Obama's Syria Policy: The Dynamics of Engagement

23 Jun, 2016    ·   5067

Priyama Chakravarty argues that US President Barack Obama's Syria policy has been realistically cautious and the least worst of a whole range of bad options

One of US President Barack Obama's core campaign promises during the 2008 Presidential election was a military withdrawal from Iraq and Afghanistan. Following through, his actions seem to have prioritised diplomacy over interventionist military responses, and policies of 'strategic patience' and the prudent use of power where necessary. Part of the policy package has been the shift from the model of fighting expensive large scale ground wars, to capacity-building in partner countries to prevent the growth of violent extremism and conflict.

Syria is a classic example of this strategy. It can be argued that the US’ policy is aimed at avoiding repeats of interventions in Libya, Afghanistan or Iraq – whose outcomes are virtually impossible to determine, in addition to getting bogged down in expensive nation-building exercises with no definable exit option. This is possibly why despite limited training and capacity building of a select few “moderate rebels,” the administration has been remarkably aversive to play an active role in the war theatre. This has been frequently done against overwhelming allied disapproval, including holding back on the proposed joint strike in Syria with the French forces in the wake of the Ghouta chemical attacks. At best, the US' air strikes have focused on achievable outcomes. Tactics of coercion and dissuasion have been employed to eliminate the Syrian government's arsenal of chemical weapons through diplomatic means, and specific targeted strikes have been carried out by fighters and drones against carefully selected ISIS targets by the CIA, and by having local players do the heavy lifting.

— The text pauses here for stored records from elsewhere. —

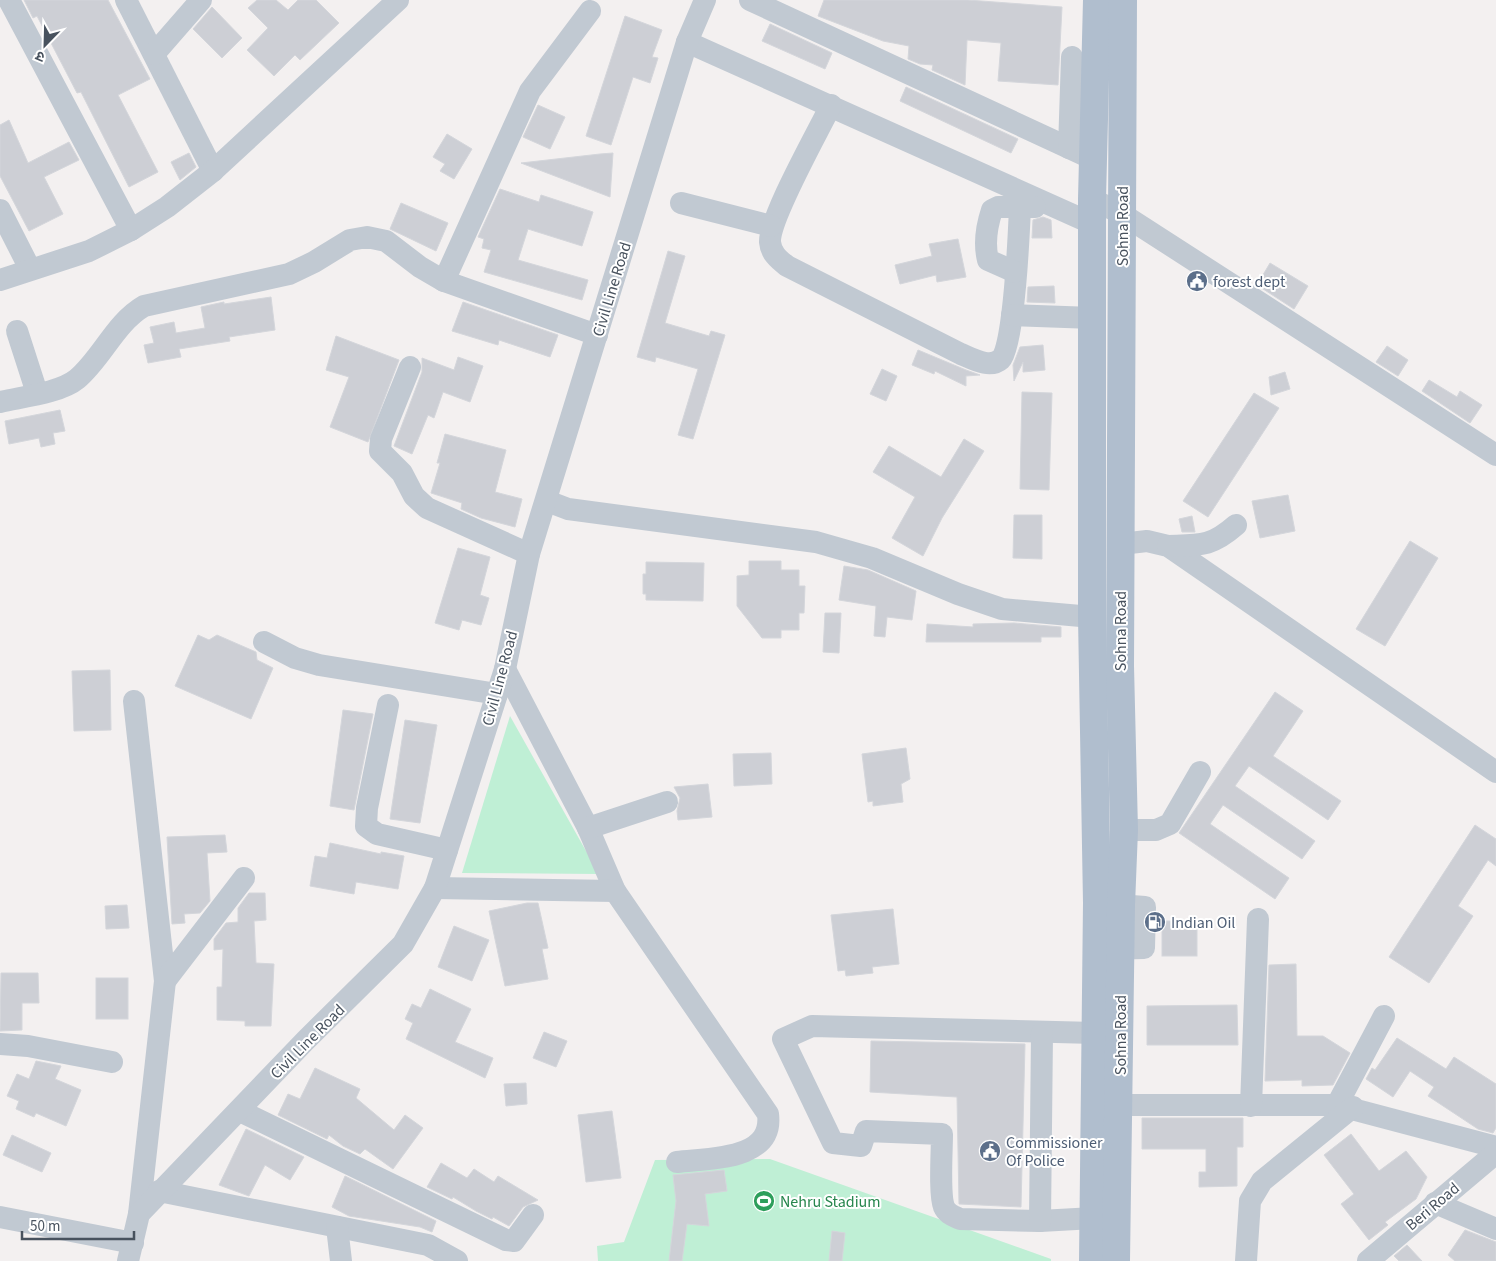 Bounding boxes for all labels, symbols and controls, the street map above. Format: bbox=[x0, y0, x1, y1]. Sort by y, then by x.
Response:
north arrow bbox=[20, 20, 70, 70]
text: उ bbox=[32, 45, 48, 67]
street label: Sohna Road bbox=[1112, 186, 1134, 266]
street label: Civil Line Road bbox=[587, 239, 637, 339]
public building icon: forest dept bbox=[1185, 269, 1209, 293]
place label: forest dept bbox=[1213, 271, 1286, 293]
street label: Sohna Road bbox=[1110, 591, 1132, 671]
street label: Civil Line Road bbox=[477, 628, 523, 728]
fuel station icon: Indian Oil bbox=[1143, 910, 1167, 934]
place label: Indian Oil bbox=[1171, 912, 1235, 934]
street label: Sohna Road bbox=[1110, 995, 1132, 1075]
street label: Civil Line Road bbox=[265, 999, 350, 1084]
place label: Commissioner Of Police bbox=[1006, 1132, 1103, 1172]
public building icon: Commissioner Of Police bbox=[978, 1139, 1002, 1163]
street label: Beri Road bbox=[1401, 1178, 1464, 1236]
sports icon: Nehru Stadium bbox=[752, 1189, 776, 1213]
place label: Nehru Stadium bbox=[780, 1191, 881, 1213]
scale bar bbox=[22, 1208, 135, 1240]
text: 50 m bbox=[30, 1216, 60, 1237]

Those who have persistently argued for a US intervention firmly believe that Russia has filled the power vacuum left by Washington’s inaction. The Russian military intervention in Syria seems to have tilted the balance heavily in the favour of the Syrian government. However, President Obama believes that in Syria, “the price of action may be greater than the price of inaction.” He sees Russia sinking into much the same trap the US fell into in Iraq, given the debilitating costs it imposes.

Simultaneously, he has also been able to leverage non-intervention with amelioration: negotiating a cessation of hostilities agreement through the UNSC Resolution 2262 in February 2016. This resort was chosen over challenging Russia militarily in Syria, even though that would not have been realistically possible. All this has raised the benchmark for what constitutes a strategic US interest. Obama’s continued refusal to abide by the ‘Washington playbook’ seems to indicate that he has grasped that an empire can only endure by not fighting every battle.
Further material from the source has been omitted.